◆ **Work item**: Please return every line below that contains the string "Paris".

◆ **Provided records**:
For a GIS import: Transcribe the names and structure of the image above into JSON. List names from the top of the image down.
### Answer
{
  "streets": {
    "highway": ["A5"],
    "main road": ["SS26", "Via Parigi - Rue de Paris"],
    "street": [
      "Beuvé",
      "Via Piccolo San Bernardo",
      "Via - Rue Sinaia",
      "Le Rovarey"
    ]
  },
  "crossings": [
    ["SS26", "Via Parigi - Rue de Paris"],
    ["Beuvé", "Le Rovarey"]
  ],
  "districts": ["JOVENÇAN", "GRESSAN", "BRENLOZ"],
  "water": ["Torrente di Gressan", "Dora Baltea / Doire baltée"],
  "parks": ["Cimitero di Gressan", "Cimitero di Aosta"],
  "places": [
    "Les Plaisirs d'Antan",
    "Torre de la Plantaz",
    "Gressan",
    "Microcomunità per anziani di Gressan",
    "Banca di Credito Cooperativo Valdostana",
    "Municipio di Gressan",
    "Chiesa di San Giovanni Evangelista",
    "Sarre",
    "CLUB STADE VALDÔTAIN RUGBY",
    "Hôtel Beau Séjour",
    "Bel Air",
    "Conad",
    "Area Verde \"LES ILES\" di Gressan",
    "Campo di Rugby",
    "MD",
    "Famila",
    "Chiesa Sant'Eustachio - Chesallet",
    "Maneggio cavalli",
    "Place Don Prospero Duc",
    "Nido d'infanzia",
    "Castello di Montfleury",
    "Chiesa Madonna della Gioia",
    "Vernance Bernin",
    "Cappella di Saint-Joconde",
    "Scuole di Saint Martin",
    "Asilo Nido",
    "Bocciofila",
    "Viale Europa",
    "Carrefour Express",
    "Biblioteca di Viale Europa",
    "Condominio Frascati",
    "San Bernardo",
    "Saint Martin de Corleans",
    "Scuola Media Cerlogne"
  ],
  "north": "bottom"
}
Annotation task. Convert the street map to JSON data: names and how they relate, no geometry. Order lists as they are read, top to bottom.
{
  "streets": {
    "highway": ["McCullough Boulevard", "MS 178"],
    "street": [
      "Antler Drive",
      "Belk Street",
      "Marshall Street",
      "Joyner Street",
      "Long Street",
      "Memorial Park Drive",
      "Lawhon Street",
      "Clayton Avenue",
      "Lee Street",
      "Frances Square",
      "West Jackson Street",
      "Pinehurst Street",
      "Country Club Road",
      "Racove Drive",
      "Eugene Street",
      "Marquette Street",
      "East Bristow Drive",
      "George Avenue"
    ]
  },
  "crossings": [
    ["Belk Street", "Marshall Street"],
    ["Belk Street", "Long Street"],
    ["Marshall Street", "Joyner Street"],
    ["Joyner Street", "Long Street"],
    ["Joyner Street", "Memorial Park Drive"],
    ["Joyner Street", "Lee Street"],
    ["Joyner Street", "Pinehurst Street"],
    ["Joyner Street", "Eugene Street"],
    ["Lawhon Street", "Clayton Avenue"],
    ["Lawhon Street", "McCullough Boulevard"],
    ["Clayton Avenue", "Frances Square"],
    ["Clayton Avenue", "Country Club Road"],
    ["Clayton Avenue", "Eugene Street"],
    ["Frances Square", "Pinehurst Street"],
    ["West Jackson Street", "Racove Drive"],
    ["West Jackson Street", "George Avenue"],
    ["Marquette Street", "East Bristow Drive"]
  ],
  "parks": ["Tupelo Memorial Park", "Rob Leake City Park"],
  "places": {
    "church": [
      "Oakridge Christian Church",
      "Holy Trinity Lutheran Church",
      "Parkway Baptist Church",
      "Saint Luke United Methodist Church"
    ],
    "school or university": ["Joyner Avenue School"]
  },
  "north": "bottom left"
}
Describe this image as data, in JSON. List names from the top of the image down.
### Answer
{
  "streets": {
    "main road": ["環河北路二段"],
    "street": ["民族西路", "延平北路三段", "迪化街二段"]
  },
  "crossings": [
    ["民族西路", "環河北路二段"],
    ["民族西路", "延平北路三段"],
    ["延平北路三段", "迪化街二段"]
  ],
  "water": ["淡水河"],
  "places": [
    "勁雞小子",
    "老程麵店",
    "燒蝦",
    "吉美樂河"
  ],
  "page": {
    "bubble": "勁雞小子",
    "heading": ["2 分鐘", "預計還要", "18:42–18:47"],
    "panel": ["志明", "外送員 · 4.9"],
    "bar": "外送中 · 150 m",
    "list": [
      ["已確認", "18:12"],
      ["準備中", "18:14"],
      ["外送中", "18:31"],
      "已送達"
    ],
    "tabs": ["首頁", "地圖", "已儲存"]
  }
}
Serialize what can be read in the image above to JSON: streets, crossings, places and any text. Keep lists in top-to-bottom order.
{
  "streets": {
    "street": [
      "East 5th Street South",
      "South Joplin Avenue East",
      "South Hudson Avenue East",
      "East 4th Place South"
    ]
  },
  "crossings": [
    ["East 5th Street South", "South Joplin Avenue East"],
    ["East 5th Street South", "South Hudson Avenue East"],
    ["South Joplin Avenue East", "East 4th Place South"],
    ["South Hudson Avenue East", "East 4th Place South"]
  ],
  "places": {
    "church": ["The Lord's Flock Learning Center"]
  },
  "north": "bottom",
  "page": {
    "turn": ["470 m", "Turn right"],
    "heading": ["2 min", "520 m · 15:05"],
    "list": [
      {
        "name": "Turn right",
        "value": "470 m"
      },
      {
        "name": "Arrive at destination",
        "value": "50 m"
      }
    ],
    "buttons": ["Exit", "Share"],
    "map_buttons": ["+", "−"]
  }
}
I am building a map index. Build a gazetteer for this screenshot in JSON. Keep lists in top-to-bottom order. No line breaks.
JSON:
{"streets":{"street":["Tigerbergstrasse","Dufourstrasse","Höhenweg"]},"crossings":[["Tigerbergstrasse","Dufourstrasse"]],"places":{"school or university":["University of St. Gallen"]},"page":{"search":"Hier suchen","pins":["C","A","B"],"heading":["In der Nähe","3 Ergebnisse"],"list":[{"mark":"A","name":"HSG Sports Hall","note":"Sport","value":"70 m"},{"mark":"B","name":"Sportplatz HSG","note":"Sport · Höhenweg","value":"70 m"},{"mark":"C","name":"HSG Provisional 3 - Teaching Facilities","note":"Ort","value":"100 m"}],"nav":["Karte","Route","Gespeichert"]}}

◆ **Task output**:
    "main road": ["SS26", "Via Parigi - Rue de Paris"],
    ["SS26", "Via Parigi - Rue de Paris"],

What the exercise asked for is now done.